TEREZA BATISTA
CANSADA DE
GUERRA
GUERRA
Episódio Nº 7
4
Flori recolheu os destroços, na dependência de uma palavra do cirurgião dentista para marcar nova data, certa e improrrogável, para a estreia agora ansiosamente aguardada de Tereza Batista no Paris Alegre. Doutor Najar, fazendo o tratamento render: trabalho de ouro, seja ele qual for, meu caro Pachola, requer arte e capricho, competência e tempo, quanto mais dente de ouro, enfeite em boca celeste: não pode ser improvisado na pressa e no desleixo, obra de afogadilho – é lavor delicado e galante. Flori a dar-lhe pressa: compreendo seus escrúpulos, meu doutor de boticão, mas ande ligeiro, não faça cera, por favor. Enquanto espera capricha na propaganda.

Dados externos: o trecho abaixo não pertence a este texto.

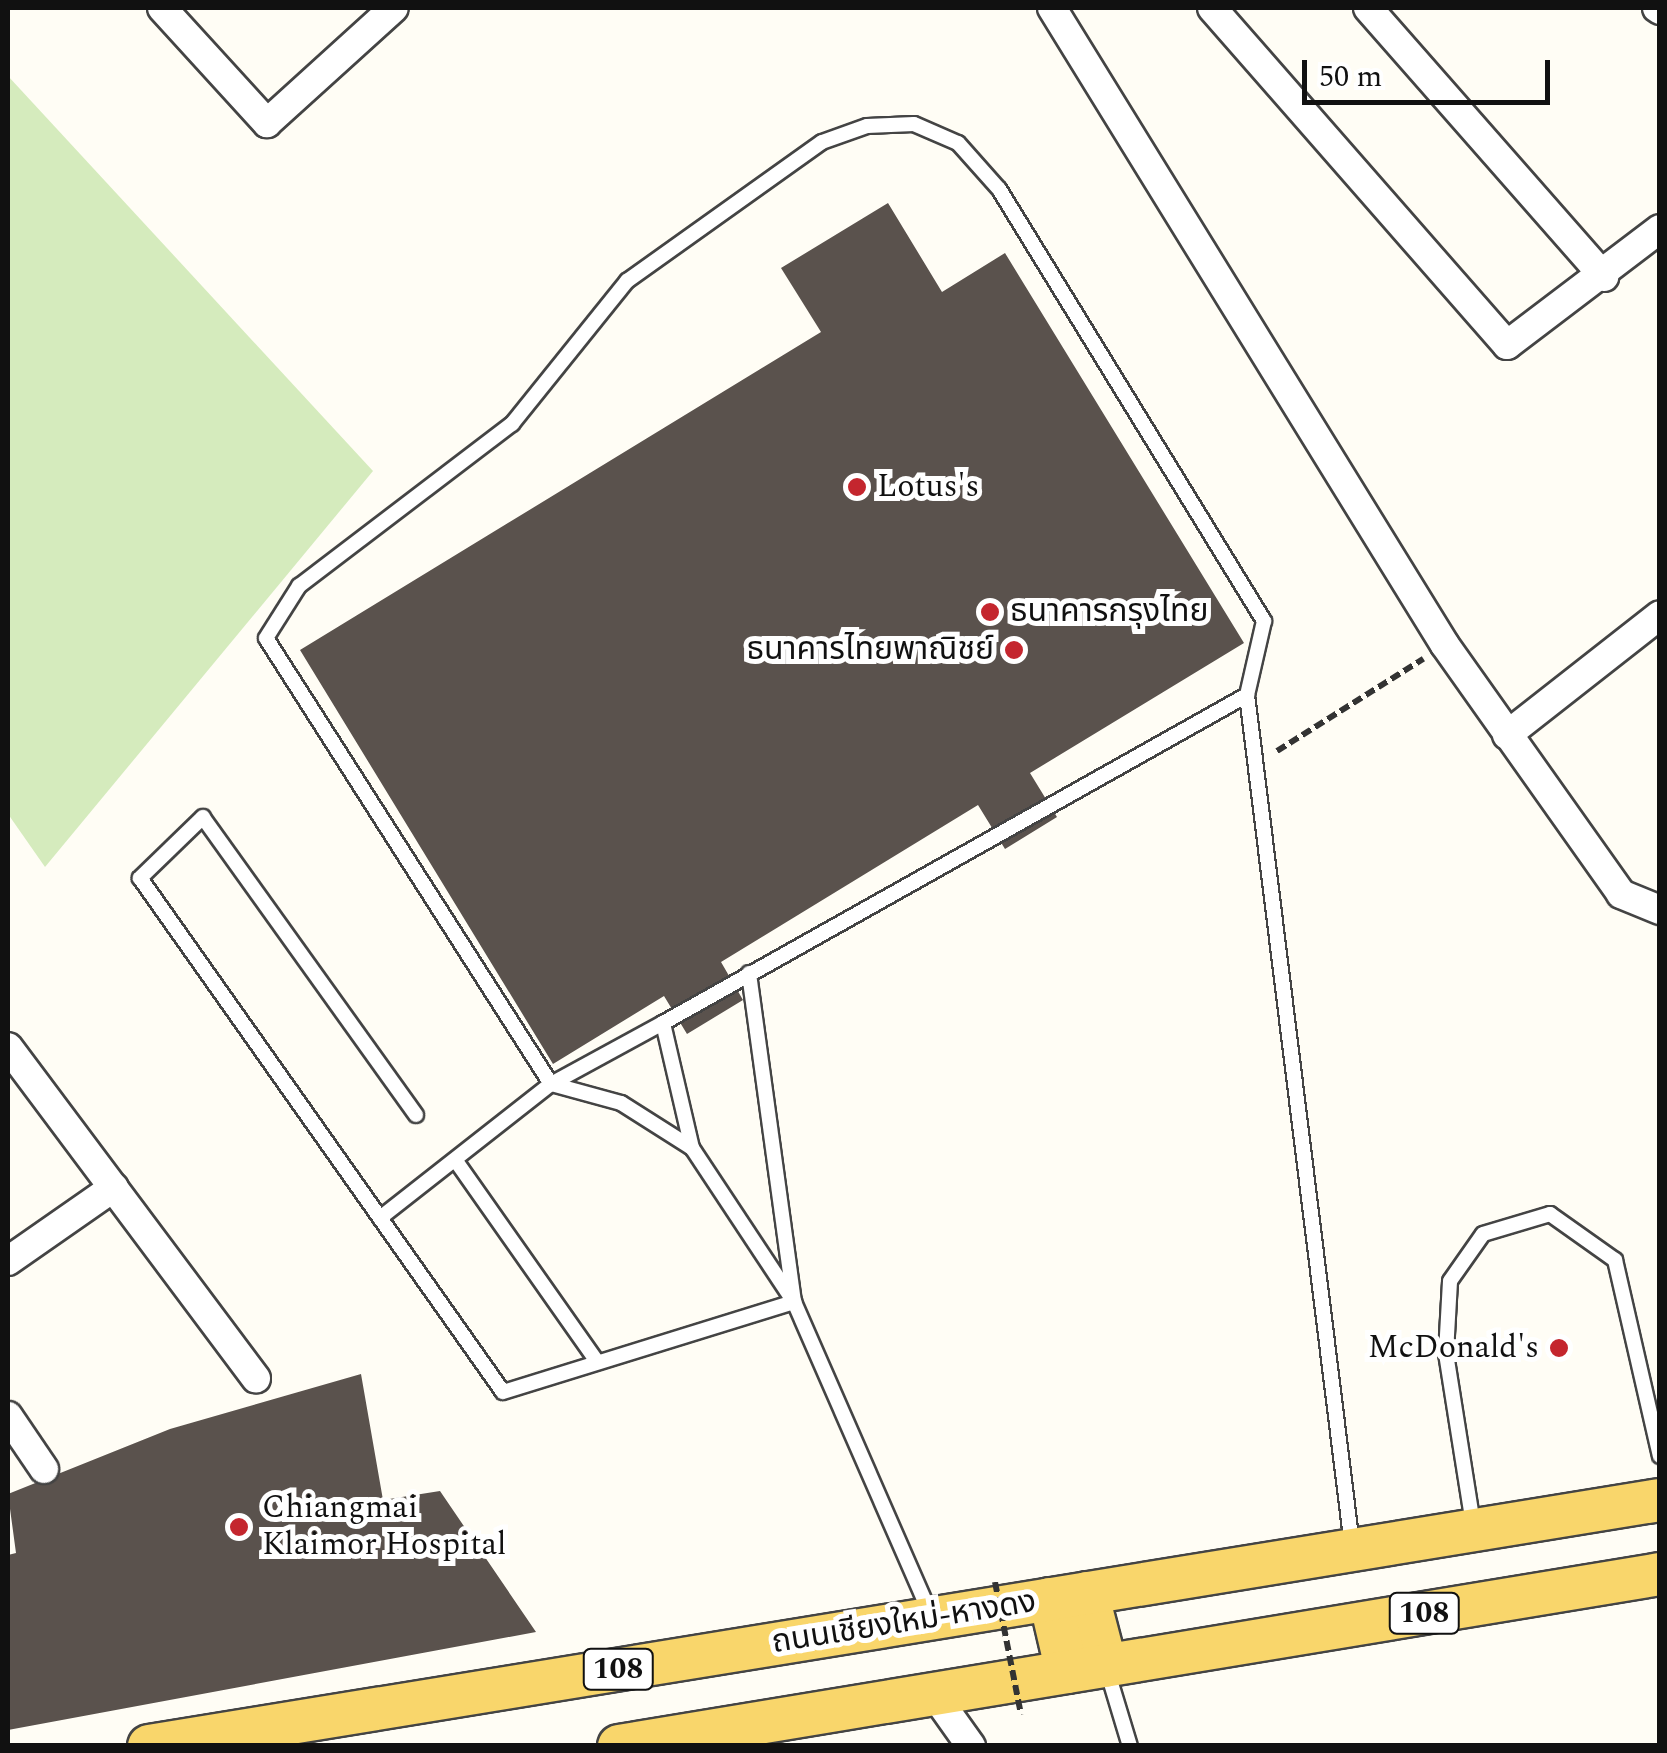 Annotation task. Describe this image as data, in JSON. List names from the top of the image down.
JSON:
{
  "streets": {
    "main road": ["108", "ถนนเชียงใหม่-หางดง"]
  },
  "places": [
    "Lotus's",
    "ธนาคารกรุงไทย",
    "ธนาคารไทยพาณิชย์",
    "McDonald's",
    "Chiangmai Klaimor Hospital"
  ],
  "scale_bar": "50 m"
} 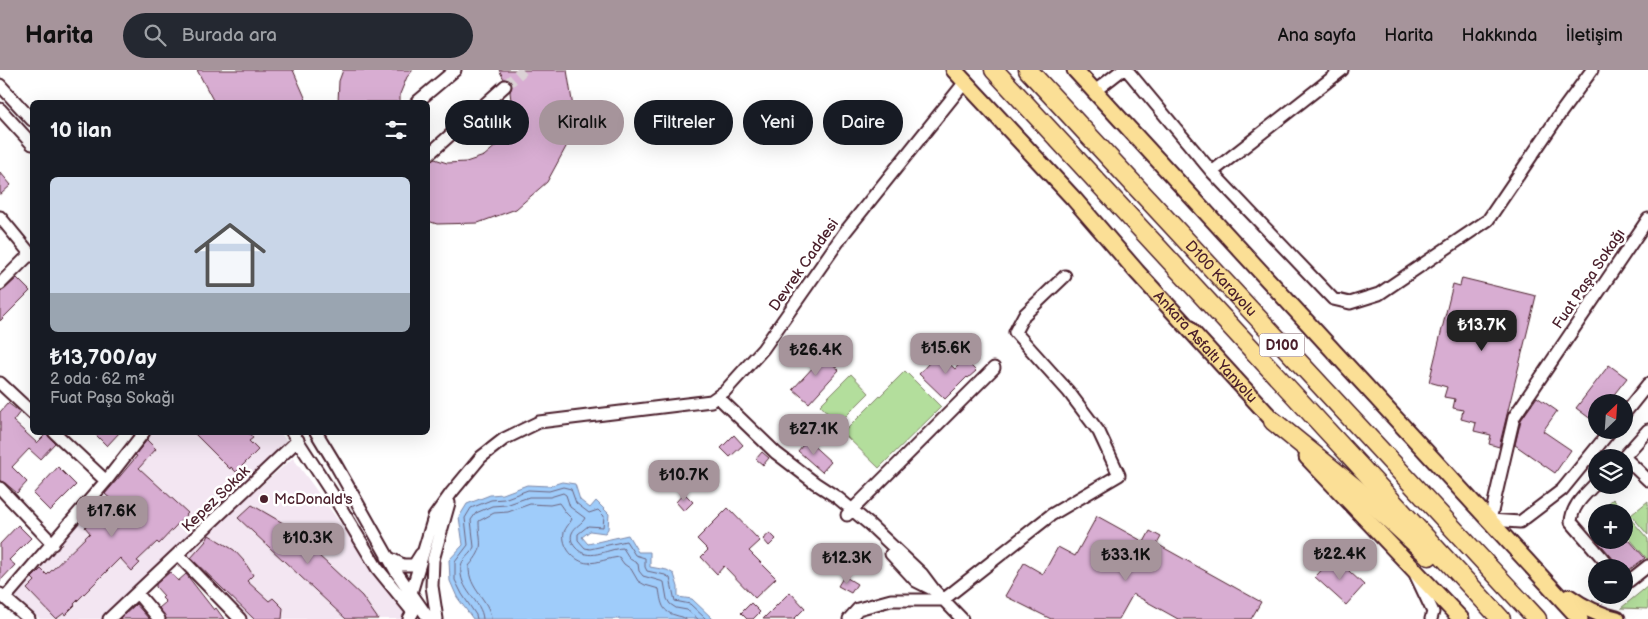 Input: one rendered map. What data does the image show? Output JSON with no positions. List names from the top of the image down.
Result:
{
  "streets": {
    "highway": ["D100 Karayolu", "D100"],
    "main road": ["Ankara Asfaltı Yanyolu"],
    "street": ["Devrek Caddesi", "Fuat Paşa Sokağı", "Kepez Sokak"]
  },
  "crossings": [
    ["Devrek Caddesi", "Ankara Asfaltı Yanyolu"]
  ],
  "places": ["McDonald's"],
  "north": "top right",
  "page": {
    "header": "Harita",
    "search": "Burada ara",
    "nav": [
      "Ana sayfa",
      "Harita",
      "Hakkında",
      "İletişim"
    ],
    "chip": [
      "Satılık",
      "Kiralık",
      "Filtreler",
      "Yeni",
      "Daire"
    ],
    "heading": "10 ilan",
    "list": [
      {
        "name": "₺13,700/ay",
        "note": "2 oda · 62 m² · Fuat Paşa Sokağı"
      }
    ],
    "price": [
      "₺13.7K",
      "₺15.6K",
      "₺26.4K",
      "₺27.1K",
      "₺10.7K",
      "₺17.6K",
      "₺10.3K",
      "₺22.4K",
      "₺33.1K",
      "₺12.3K"
    ],
    "map_buttons": ["+", "−"]
  }
}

Nos quatro cantos da Praça Fausto Cardoso, onde se eleva o Palácio do Governo, tabuletas coloridas anunciam, para muito breve no Salão Paris Alegre a Fulgurante Imperatriz do Samba, ou o samba em pessoa, ou ainda a Maravilha do Samba Brasileiro, por fim a Sambista Número Um do Brasil, exageros evidentes, mas, ao ver de Flori, elogios aquém dos reais merecimentos físicos da estrela em causa. Na lista dos múltiplos apaixonados pela inédita sambista deve-se colocar o nome do cabaretier precedendo o do advogado provisionado e o do dentista formado, o do poeta e o do pintor, senão por outras razões ao menos por estar ele concorrendo com as despesas, arcando com os prejuízos da noite frustrada e gloriosa.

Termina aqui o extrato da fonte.